What is being asked: Go through the entries below and collect each line with the string "small" in it.

Given entries:
● ● ● ● ●

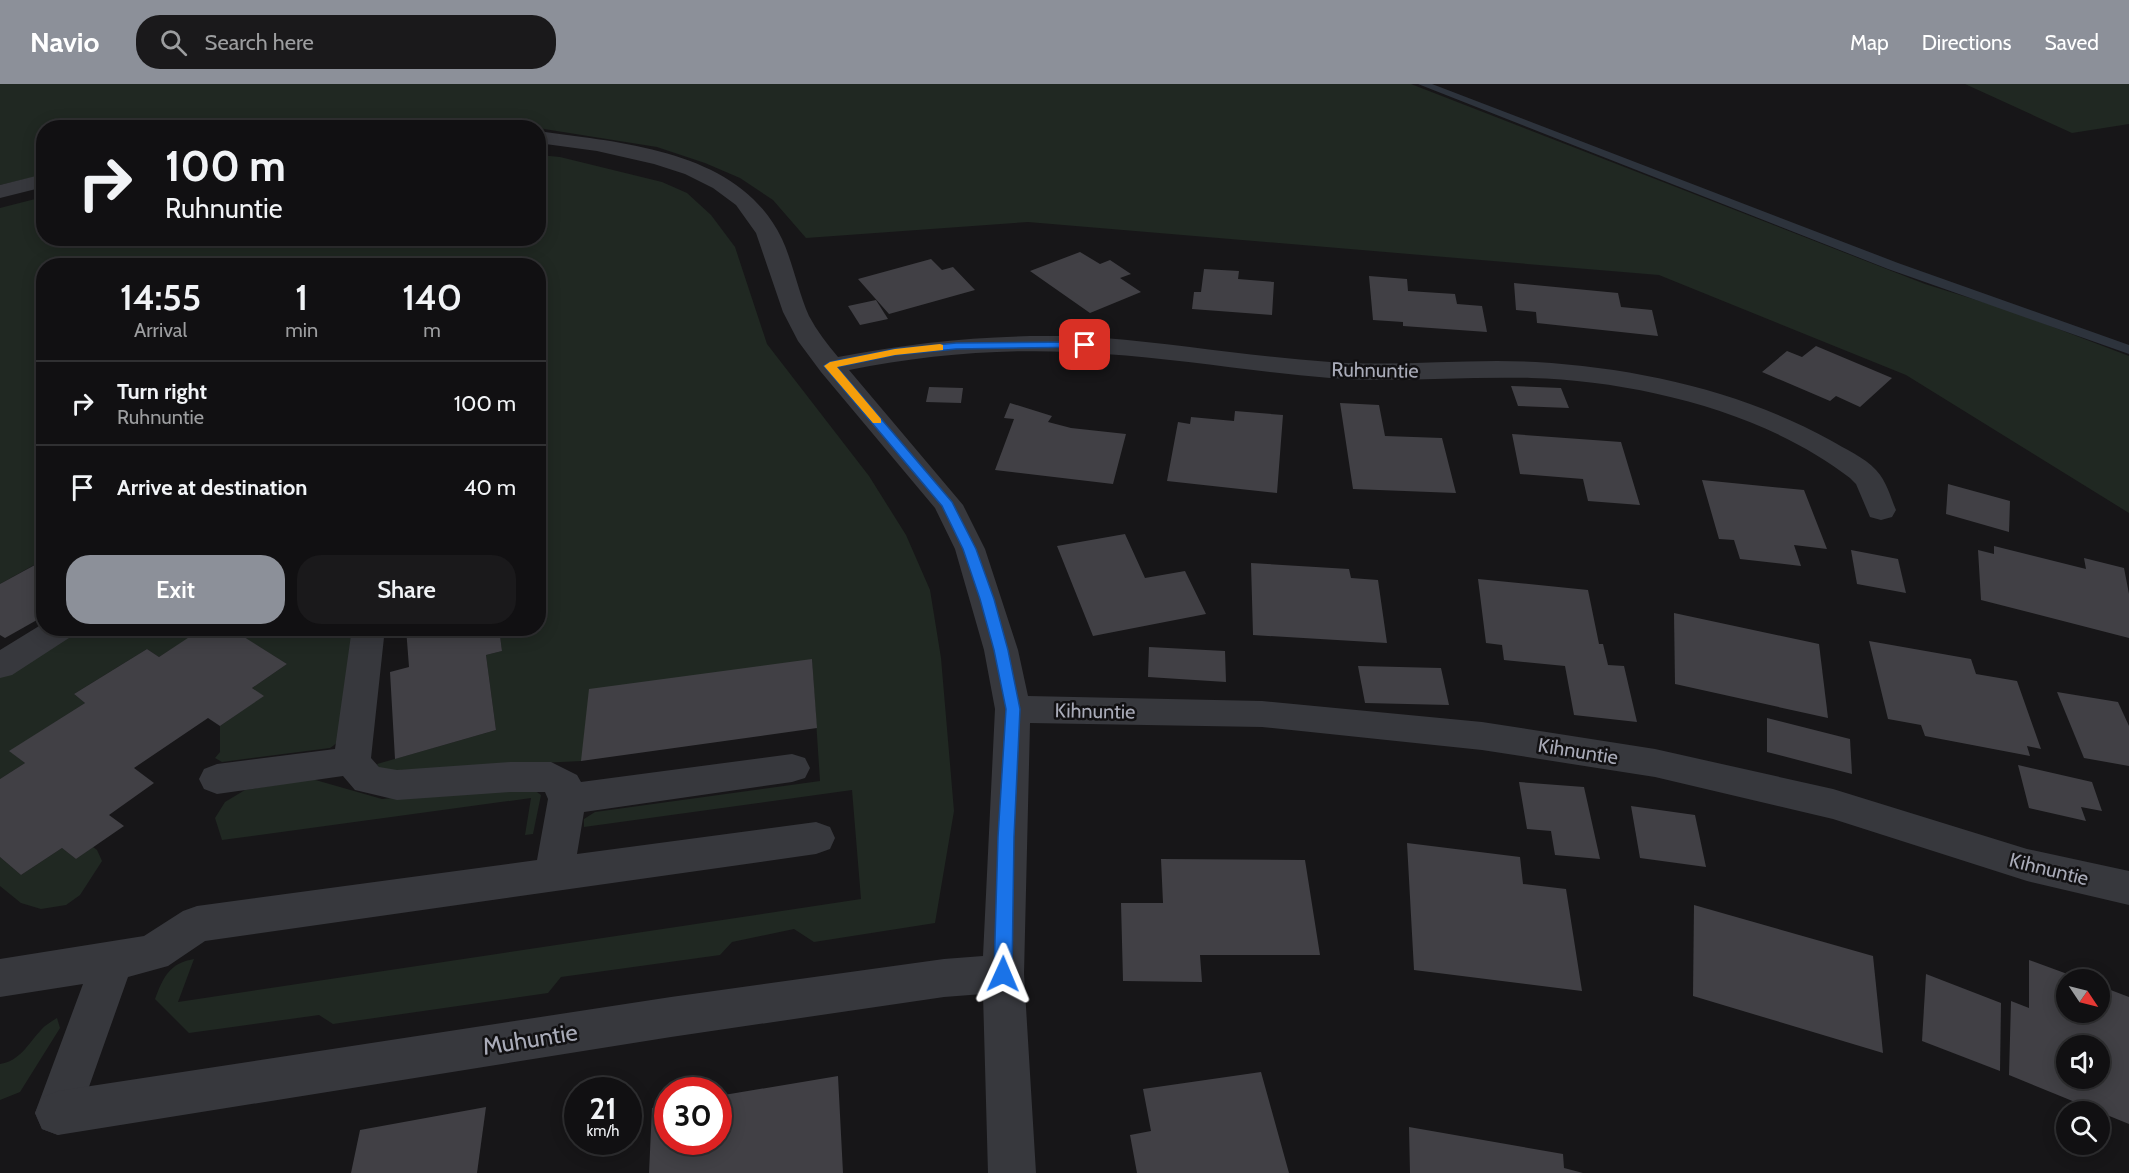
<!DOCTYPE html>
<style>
body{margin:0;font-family:Cabin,sans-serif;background:#1a191b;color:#f1f3f6;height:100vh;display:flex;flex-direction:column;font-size:22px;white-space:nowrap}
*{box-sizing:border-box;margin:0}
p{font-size:20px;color:#9c9d9f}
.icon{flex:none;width:33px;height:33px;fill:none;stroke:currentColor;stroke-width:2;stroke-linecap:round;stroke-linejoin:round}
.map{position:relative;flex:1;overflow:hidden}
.side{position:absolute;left:36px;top:174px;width:510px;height:378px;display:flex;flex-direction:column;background:#111012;border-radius:24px;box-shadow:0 3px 15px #0003,0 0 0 2px #303032}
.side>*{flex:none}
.guide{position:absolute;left:36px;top:36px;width:510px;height:126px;border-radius:24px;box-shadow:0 3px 15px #0003,0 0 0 2px #303032;background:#111012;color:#f1f3f6;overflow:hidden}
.needle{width:39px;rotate:125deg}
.fabs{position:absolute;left:2056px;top:885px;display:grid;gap:12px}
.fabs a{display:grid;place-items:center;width:54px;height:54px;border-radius:50%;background:#111012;box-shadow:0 3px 15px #0003,0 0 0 2px #303032;font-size:30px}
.speed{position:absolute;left:564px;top:993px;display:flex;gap:12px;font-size:30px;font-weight:700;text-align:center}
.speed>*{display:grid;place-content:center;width:78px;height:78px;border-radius:50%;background:#111012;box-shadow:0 3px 15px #0003,0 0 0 2px #303032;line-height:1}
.speed small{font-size:15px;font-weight:400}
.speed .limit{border:9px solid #d22;background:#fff;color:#111}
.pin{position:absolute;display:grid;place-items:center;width:51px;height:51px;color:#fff;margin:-26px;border-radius:12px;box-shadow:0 3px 9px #0006}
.me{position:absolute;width:66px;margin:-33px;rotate:1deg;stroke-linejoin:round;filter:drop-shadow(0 0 4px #0008)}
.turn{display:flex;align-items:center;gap:21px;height:126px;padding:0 30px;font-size:27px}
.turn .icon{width:78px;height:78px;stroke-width:2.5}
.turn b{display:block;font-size:42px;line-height:51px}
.eta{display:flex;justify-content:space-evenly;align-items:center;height:102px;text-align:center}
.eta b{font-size:36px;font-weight:600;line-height:42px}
.primary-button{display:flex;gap:12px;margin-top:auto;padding:12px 30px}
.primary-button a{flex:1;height:69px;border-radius:24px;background:#8c9099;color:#fff;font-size:24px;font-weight:600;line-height:69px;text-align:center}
.primary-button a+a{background:#1a191b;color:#f1f3f6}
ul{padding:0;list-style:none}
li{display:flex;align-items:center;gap:18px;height:84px;padding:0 30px;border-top:2px solid #303032}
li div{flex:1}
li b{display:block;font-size:22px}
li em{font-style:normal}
header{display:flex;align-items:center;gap:36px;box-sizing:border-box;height:84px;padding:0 30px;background:#8c9099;color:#fff}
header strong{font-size:28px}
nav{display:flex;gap:33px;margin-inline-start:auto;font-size:21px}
.search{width:420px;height:54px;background:#1a191b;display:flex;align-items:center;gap:15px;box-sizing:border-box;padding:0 21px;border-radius:24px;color:#9c9d9f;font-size:22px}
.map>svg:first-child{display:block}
.green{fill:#202822}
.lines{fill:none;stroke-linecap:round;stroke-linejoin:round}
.stream{fill:#2d333c;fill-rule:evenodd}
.building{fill:#414045;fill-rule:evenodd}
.service{fill:#37383d;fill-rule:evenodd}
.minor{fill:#37383d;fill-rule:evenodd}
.route{fill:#1a73e8;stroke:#114b97;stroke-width:1.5}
.slow{fill:#f59e0b}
.labels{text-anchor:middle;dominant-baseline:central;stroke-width:5;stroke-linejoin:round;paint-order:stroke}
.street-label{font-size:20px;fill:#a9abb8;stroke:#121113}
.near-street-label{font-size:24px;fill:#a9abb8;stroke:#121113}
</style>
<header>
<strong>Navio</strong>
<div class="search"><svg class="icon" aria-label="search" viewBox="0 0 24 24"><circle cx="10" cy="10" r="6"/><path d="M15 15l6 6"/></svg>Search here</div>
<nav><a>Map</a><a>Directions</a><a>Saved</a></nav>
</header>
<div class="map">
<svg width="2129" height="1089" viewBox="0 0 2129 1089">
<rect width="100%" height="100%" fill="#171618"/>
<g class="green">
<path d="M0,0H1411L1925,200L2008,226L2129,272V429L1906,291L1659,191L1028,138L806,154L773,116L740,94L705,79L657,63L538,44L458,39L324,44H44L43,91L0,101Z"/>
<path d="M1965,0H2129V40L2072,49Z"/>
<path d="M539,71L560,73L662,98L687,109L711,131L735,163L767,260L869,392L906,451L930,506L941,574L954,727L935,839L814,858L794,845L732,858L720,871L561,893L548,909L333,940L319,931L189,949L155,915C163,894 169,879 194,875L178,918L861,815L852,706L584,743V735L595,728L820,697L812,575L581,677L381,687L377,680L496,646L486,571L502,567L499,545L538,544V182H44L43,476L0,500V124L43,113L44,154H538Z"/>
<path d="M72,545H203L159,573L147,565L74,610L85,619L10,667L25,679L0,695V592Z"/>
<path d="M231,545H351C351,578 362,645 330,664L222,678L215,674L220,668V642L263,612L252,604L287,580Z"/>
<path d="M312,695L382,715L517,702L534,706L541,711L533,750L525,751L531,714L222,756L215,734L225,718L245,706Z"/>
<path d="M93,763L97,766L102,777L80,811L66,821L41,825L21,819L0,802V773L21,791L62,764L76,775Z"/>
<path d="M57,934L60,944L20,1008L0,1016V980C20,977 28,960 41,946C45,941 51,938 57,934Z"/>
</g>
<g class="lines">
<path class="stream" d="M1418,0H1432L1898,179L2129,261V270L1888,185Z"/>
</g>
<g class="building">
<path d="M1080,168L1100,180L1110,176L1131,190L1120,194L1141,208L1090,229L1030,187Z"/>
<path d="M931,175L942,186L953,183L975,206L889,230L858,195Z"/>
<path d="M1204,185L1239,187L1238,195L1274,198L1272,231L1192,225L1194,208H1201Z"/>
<path d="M1369,192L1407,195L1408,207L1455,210L1457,220L1482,222L1487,248L1403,242V238L1373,236Z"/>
<path d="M1514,199L1618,209L1621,223L1652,226L1658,252L1537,239L1536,228L1516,226Z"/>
<path d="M876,216L888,235L860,241L848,222Z"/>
<path d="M1816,262L1892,294L1860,323L1836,312L1830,317L1762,288L1787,267L1802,273Z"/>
<path d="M1511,302L1561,304L1569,324L1518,322Z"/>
<path d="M929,303L963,304L961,319L926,318Z"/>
<path d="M1010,319L1052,332L1048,338L1071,344L1126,350L1113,400L995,386L1014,335L1004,334Z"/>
<path d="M1340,319L1379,321L1385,352L1442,354L1456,409L1353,405Z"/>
<path d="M1235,327L1283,331L1277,409L1167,397L1178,338L1190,340L1191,333L1234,337Z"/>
<path d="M1512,350L1621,358L1640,421L1588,417L1583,395L1520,390Z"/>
<path d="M1702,396L1804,406L1827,465L1794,461L1801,482L1740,475L1734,456L1719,455Z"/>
<path d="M1948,400L2010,417L2009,448L1946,430Z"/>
<path d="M1125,450L1145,494L1185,487L1206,530L1093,552L1057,462Z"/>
<path d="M1994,462L2086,485L2084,474L2124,484L2129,510V554L1981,516L1978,466L1994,470Z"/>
<path d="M1851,466L1898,475L1906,509L1857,500Z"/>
<path d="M44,476V532L5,554L0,551V500Z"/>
<path d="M1251,479L1349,485L1351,494L1378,496L1387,559L1253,551Z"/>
<path d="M1478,495L1588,506L1599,560H1603L1608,581L1624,582L1637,638L1574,631L1565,582L1504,576L1502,561L1486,559Z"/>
<path d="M1674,529L1819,560L1828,634L1675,600Z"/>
<path d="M203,544H230L287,580L252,604L264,612L220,642L208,634L134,684L154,699L109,731L124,742L76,775L62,764L21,791L0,773V695L25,679L9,667L85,619L74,610L147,565L159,573Z"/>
<path d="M406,544H499L502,567L486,571L496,646L395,675L390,588L409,583Z"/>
<path d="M1869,557L1971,575L1976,590L2017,597L2041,665L2027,662L2030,672L1925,652L1921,641L1888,635Z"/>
<path d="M1149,563L1225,567L1226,598L1148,593Z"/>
<path d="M812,575L817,644L581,677L589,605Z"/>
<path d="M1358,582L1441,584L1449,621L1365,619Z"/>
<path d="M2057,608L2118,618L2129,642V682L2084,674Z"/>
<path d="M1767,634L1850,655L1852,690L1767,668Z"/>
<path d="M2018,681L2092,698L2102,727L2081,723L2086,737L2029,724Z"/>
<path d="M1519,698L1584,703L1600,775L1555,771L1551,747L1527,745Z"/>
<path d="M1631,722L1695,731L1706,783L1640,774Z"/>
<path d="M1407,759L1520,773L1523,800L1566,805L1582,907L1414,886Z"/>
<path d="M1161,775L1305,776L1320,871H1200L1202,898L1123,897L1121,819H1163Z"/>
<path d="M1694,821L1873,872L1883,969L1693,912Z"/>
<path d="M2029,876L2081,895L2067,896V928H2100V902L2129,913V1040L2009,991L2011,917L2029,924ZM2067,962H2100V994H2067Z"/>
<path d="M1926,890L2001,919L2000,987L1922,957Z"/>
<path d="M1261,988L1289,1089H1137L1130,1051L1151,1047L1143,1005Z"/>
<path d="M838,992L843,1089H649L652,1024L668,1021V1058H718V1012Z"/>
<path d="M486,1023L477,1089H351L360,1046Z"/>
<path d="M1409,1043L1563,1070L1564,1084L1583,1089H1410Z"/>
</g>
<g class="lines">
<g class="service">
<path d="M44,539V544H76L72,552L12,591L0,594V566Z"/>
<path d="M352,544H385L371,674L379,683L397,686L510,678H551L577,691L581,698L792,670L805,674L810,684L805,694L792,698L584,728L577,770L816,738L830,743L835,754L830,765L816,770L205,857L168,882L128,893L74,1045L58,1051L42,1045L35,1029L83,900L0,913V875L144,852L183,827L197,822L537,776L548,715L545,708H510L397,716L355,706L343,692L217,710L204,705L199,695L204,685L217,680L335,665Z"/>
</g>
<g class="minor">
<path d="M538,47C623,59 740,66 782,155C793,179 798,207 809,232C817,247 827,260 838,273C926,256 1014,248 1104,254C1179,260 1255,273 1330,278C1399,283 1468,274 1536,278C1637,284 1741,307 1830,356C1845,365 1864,373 1876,386C1887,398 1890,412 1896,426L1892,433L1881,436L1870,433L1856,400L1850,394C1765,328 1637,297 1531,294C1464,292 1397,299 1330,294C1255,288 1180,275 1105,270C1020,263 933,269 849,286L963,421L985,465L1018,566L1028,612L1262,617L1482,638L1655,665L1833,705L2027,765L2129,787V821L2027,797L1833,735L1655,693L1482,666L1262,643L1030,639L1024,890L1036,1089H988L983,910L944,913L671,953L58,1051L42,1045L35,1029L42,1013L58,1007L671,913L944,875L983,872L995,625L984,566L955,465L935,424L821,288L798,257L783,228L756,149L736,121L713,104L685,90L654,80L597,67L538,59Z"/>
<path d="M44,90V103L0,114V101Z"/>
</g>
</g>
<path class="route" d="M1085,258L1089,259V263L956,265L895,271L837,283L952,418L976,465L994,515L1008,566L1020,625L1014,753L1012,890L1009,896L1003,898L997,896L994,890L998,753L1006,625L994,566L980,515L963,465L942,422L824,282L830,278L895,265L956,259Z"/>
<path class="slow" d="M940,260L943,261V266L895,271L837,283L881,335V339H873L824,282L830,278L895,265Z"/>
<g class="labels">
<g class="street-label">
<text transform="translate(1375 286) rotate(1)">Ruhnuntie</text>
<text transform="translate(1095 627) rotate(1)">Kihnuntie</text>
<text transform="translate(1578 667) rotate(9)">Kihnuntie</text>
<text transform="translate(2049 785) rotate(14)">Kihnuntie</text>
</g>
<g class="near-street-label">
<text transform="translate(530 955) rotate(-9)">Muhuntie</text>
</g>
</g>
</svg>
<div class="fabs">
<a><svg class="needle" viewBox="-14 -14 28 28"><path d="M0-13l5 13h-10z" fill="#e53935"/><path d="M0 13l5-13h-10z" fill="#9c9d9f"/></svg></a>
<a><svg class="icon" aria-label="sound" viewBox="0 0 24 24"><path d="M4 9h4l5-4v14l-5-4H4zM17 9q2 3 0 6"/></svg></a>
<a><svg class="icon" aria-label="search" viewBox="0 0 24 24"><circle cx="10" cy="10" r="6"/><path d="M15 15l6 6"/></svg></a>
</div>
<div class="speed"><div>21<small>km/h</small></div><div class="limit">30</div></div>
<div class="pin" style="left:1085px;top:261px;background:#d93025"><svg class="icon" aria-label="arrive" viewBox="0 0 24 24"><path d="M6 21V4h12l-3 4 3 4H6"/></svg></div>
<svg class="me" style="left:1003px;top:890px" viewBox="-20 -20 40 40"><path d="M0-17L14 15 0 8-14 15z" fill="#1a73e8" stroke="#fff" stroke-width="4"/></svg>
<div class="guide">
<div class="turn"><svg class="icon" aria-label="right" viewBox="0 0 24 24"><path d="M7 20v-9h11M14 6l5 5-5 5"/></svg><div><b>100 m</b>Ruhnuntie</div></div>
</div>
<section class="side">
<div class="eta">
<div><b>14:55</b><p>Arrival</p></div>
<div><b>1</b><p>min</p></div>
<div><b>140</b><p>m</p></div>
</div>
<ul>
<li><svg class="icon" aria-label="right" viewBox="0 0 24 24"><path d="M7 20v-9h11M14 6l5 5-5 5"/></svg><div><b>Turn right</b><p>Ruhnuntie</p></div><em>100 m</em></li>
<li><svg class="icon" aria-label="arrive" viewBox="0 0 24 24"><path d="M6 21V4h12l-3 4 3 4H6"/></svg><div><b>Arrive at destination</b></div><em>40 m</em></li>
</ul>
<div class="primary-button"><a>Exit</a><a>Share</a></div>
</section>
</div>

● ● ● ● ●

Answer to this task:
.speed small{font-size:15px;font-weight:400}
<div class="speed"><div>21<small>km/h</small></div><div class="limit">30</div></div>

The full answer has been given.